Encryption on devices

Ensure the drive is encrypted on any mobile device, such as a laptop. If the laptop is ever lost or stolen, data can be easily pulled from it without encryption. Most operating systems have built-in encryption technology, such as FileVault or Bitlocker. Encryption could be the difference between a data loss situation or not.

Endpoint Detection and Response(EDR)

EDR is basically a fancy new name for Anti-Virus software. It is software that monitors and responds accordingly if a potentially malicious file or program is introduced to the system. Many vendors, such as Crowdstrike, can provide this functionality. Even if only a few computers are in use, this may be worth it as it provides centralized control and reporting for all devices.

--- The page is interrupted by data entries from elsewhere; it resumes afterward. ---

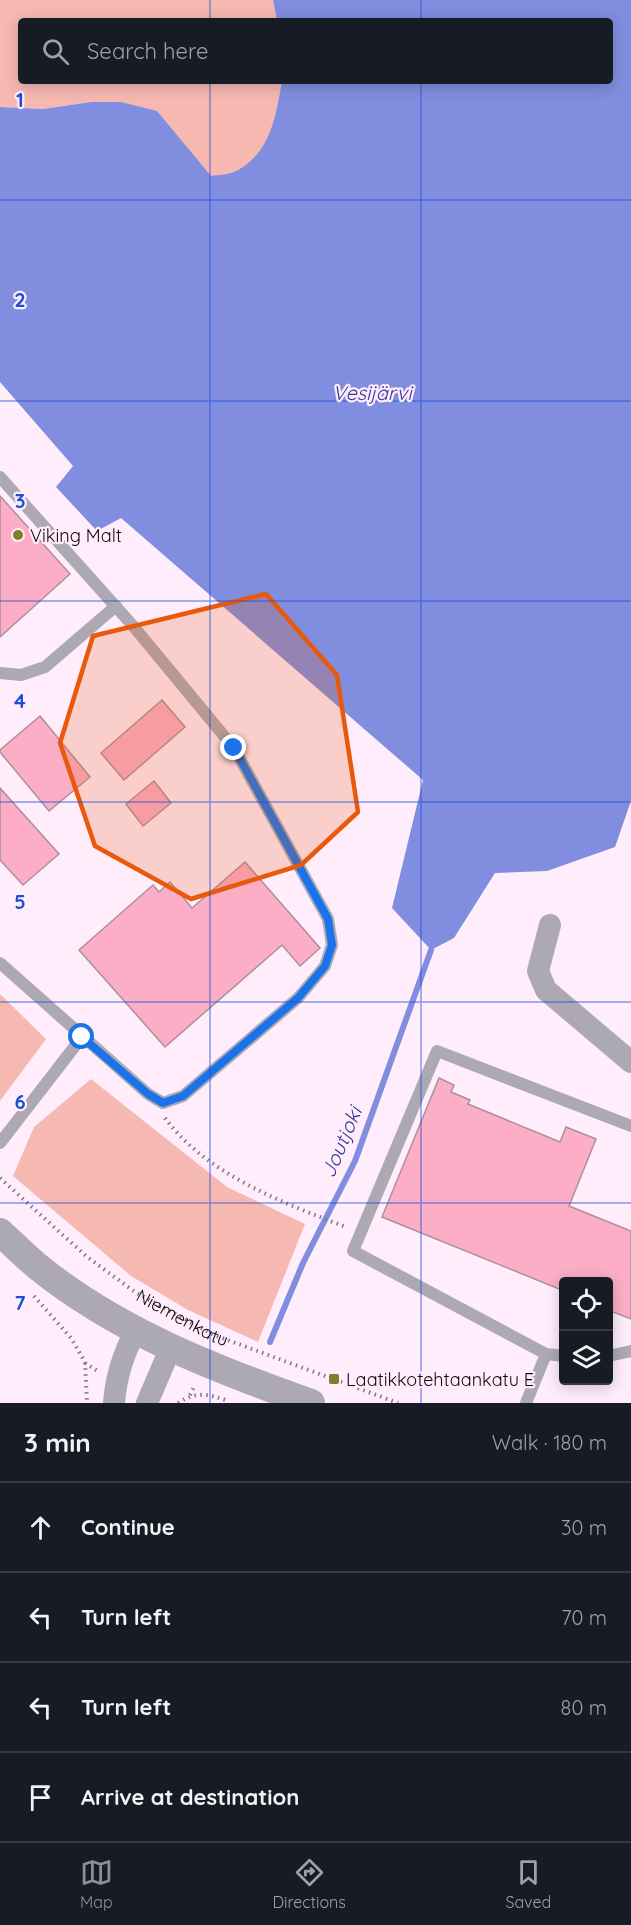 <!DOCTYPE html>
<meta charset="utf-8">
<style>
:root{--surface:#171b24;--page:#242831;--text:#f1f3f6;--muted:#9ea1a6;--line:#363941;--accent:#8c9099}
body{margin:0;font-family:Quicksand,sans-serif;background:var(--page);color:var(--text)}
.controls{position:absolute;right:18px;bottom:18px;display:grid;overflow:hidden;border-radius:6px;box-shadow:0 3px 15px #0003}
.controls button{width:54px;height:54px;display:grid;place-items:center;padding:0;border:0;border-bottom:2px solid var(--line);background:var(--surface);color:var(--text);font:30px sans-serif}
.stop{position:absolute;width:18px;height:18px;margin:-14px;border:4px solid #1a73e8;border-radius:50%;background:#fff}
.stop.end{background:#1a73e8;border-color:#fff;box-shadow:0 2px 6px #0008}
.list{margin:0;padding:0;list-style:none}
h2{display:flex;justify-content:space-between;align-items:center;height:78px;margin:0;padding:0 24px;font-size:26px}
h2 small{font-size:20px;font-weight:400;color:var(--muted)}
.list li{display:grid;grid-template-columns:39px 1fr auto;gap:18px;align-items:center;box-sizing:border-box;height:90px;padding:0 24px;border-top:2px solid var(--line)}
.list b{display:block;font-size:22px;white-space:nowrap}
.list em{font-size:20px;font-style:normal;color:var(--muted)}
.icon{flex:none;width:33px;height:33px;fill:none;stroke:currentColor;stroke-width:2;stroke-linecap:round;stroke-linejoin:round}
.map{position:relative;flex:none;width:631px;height:1403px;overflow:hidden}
.search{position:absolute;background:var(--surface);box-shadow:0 3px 15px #0003;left:18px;right:18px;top:18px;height:66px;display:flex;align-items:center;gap:15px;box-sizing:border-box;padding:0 21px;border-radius:6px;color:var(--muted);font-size:22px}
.sheet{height:438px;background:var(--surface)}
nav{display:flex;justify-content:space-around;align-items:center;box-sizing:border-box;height:84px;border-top:2px solid var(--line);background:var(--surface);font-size:16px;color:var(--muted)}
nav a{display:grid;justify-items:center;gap:3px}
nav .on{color:var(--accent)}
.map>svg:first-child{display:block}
</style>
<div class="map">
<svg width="631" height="1403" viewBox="0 0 631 1403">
<rect width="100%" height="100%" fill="#ffedfc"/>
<path fill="#f6b9b2" d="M0,0H273L277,21H21V81H282C277,115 271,153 238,170C230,174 219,175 210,177L200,163L91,102L43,109L0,107Z
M0,994L46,1039L0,1101Z
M91,1079L227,1187L305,1224L258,1342L188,1310L131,1276L13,1176L34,1127Z"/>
<path fill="#818edf" d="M273,0H631V801L615,847L547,871L495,873L454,938L431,950L392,908L423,780L121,518L97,531L56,487L73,466L0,382V107L43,109L91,102H121L157,111L211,176C219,175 231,174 238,170C271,152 276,115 282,81H610V21H277Z"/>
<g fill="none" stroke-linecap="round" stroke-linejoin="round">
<path stroke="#818edf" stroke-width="6" d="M270,1342L303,1263L355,1161L431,950"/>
</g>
<path fill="#fcaec7" stroke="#ab9098" stroke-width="1.5" d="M0,496L70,574L0,637Z
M162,700L185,727L124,780L101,753Z
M40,716L90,777L49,811L0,752V750Z
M154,781L171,803L143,826L126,804Z
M0,788L59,854L23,885L0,860Z
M245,862L320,948L300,966L282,945L165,1047L79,950L153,885L159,892L170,882L192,908Z
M439,1078L454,1085L451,1092L470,1100L468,1104L560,1142L566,1127L596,1139L569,1206L631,1231V1319L608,1310V1282H564V1291L382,1217Z"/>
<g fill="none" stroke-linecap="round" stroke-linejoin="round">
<g stroke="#837781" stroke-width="4" stroke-dasharray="1.5 4.5" stroke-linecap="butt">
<path d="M165,1118C206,1174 283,1203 346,1227"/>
<path id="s1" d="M0,1178L86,1256L135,1292L214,1335L398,1403"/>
<path d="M34,1296L71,1338L85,1362L87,1403"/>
<path d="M85,1363L99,1372"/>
<path d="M190,1395L195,1385"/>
<path d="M178,1403C196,1391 209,1394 228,1401"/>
</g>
<path stroke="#aca9b3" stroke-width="12" d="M0,477L134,627L234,748L328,919L332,945L325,966L298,998L183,1096L163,1103L148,1094L0,963
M0,673L21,675L45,667L116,606
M0,1143L82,1037
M564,1356L546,1354L353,1251L437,1051L631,1126
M608,1356L631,1351
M526,1403L546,1354"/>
<path stroke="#aca9b3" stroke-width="22" d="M550,925L538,971L546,990L631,1062
M114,1403C116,1376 123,1354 136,1330
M147,1403L171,1347"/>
<path stroke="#aca9b3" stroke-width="28" d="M0,1232C12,1243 24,1255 37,1266C117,1331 215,1369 311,1403"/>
</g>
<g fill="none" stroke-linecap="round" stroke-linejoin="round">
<path stroke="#1a73e8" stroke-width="8" d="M82,1037L148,1094L163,1103L183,1096L298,998L325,966L332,945L328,919L234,748"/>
</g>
<path fill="#e8590c" fill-opacity="0.2" stroke="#e8590c" stroke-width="4.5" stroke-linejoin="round" d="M266,594L337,675L358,812L301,865L191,899L95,846L60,743L93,636Z"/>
<path fill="none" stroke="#1d4ed8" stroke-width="1.5" stroke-opacity="0.55" d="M210,0V21M421,0V21M210,81V1403M421,81V1403M0,200H631M0,401H631M0,601H631M0,802H631M0,1002H631M0,1203H631"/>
<g fill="#7f7f27" stroke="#ffedfc" stroke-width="2">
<circle cx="18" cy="535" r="6"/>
<rect x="328" y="1373" width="12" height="12" rx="3"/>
</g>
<g text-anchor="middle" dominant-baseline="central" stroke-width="4.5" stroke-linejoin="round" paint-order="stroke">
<g font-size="18" fill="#10090f" stroke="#ffedfc" text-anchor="start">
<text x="30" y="535">Viking Malt</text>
<text x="346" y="1379">Laatikkotehtaankatu E</text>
</g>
<g font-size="18" fill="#10090f" stroke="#ffedfc">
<text stroke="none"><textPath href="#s1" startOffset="231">Niemenkatu</textPath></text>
</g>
<g font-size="20" font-style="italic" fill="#363a97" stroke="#ffedfc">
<text x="372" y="392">Vesijärvi</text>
<text transform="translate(341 1142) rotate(-67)">Joutjoki</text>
</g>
</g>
<g font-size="20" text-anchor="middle" font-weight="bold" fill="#1d4ed8" stroke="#ffedfc" stroke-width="4.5" stroke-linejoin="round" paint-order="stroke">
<text x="20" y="107">1</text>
<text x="20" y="307">2</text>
<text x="20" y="508">3</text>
<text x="20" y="708">4</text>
<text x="20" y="909">5</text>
<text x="20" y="1109">6</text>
<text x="20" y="1310">7</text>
</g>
</svg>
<div class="controls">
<button><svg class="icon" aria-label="locate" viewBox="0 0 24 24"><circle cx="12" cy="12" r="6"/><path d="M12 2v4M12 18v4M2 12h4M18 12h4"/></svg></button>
<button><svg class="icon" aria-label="layers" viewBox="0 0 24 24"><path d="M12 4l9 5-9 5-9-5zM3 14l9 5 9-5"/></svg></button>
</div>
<div class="stop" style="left:82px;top:1037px"></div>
<div class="stop end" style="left:234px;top:748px"></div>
<div class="search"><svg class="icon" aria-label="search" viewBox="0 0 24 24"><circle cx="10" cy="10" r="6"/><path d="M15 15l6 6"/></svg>Search here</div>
</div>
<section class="sheet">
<h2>3 min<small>Walk · 180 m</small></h2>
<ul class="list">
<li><svg class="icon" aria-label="ahead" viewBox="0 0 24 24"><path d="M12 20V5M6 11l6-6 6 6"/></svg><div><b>Continue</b></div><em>30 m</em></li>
<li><svg class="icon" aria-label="left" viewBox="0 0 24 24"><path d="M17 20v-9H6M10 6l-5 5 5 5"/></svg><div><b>Turn left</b></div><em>70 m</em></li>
<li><svg class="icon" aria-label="left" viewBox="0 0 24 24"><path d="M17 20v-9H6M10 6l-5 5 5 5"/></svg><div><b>Turn left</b></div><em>80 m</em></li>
<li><svg class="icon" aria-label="arrive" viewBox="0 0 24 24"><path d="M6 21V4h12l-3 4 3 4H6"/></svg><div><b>Arrive at destination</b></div></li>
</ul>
</section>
<nav>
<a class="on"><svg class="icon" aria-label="map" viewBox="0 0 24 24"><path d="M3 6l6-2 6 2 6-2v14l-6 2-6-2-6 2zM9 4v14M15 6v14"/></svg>Map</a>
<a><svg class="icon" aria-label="directions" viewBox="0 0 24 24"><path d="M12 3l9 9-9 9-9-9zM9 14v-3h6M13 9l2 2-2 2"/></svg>Directions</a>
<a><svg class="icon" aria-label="saved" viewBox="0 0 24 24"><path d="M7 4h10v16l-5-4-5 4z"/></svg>Saved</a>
</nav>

Mobile Device Management (MDM)

MDM is basically the new age of computer management.  This software usually allows for updates or enforces specific operating system parameters.  While this can be specifically advantageous to firms with maybe 5 or more computers for automation, many things an MDM can do can also be accomplished manually.  For example, if an operating system update comes out, can I do this manually easily, or do I need a way to automate and enforce this?

Sensitive Data

At times, obtaining a client's social security number or other sensitive personal information may become necessary.  Since this is someone else's private data, it is best to handle it carefully to avoid compromise.  A few tips are:

1. Avoid writing this data down on any type of physical media.  If needed, ensure it is entered and shredded almost immediately after use.
   
   
2. Do not store it digitally in a local document or text file on a computer. Even if the computer's drive is encrypted, there is still a risk if the computer is ever lost or stolen. It is possible that this data could be accessed if the correct password is entered.
   
   
3. Enter the data directly into the system that requires it. Cloud-based systems that might require this data generally have safeguards in place.

Phishing Awareness

Nothing is worse than falling for a phishing scheme and giving away important information or credentials.  In fact, phishing is one of the most successful techniques attackers use to gain access to important information.  This is why it is critical that staff members be up to date and trained on how to spot a phishing attempt to stop the problem before it begins.  Many types of phishing awareness training are inexpensive or free blogs to read up on, such as this one issued by the CISA.  While it might seem trivial to some, it could be the difference between having a data breach or not.

What’s next?

While there is no magic approach to cyber security, considering the above items will likely significantly improve your firm's security posture. Cybersecurity can be vast and overwhelming, and it can be overwhelming to consider what to do next (I could likely write an entire blog on email security by itself), but these, I believe, will be the biggest bang and easiest to implement.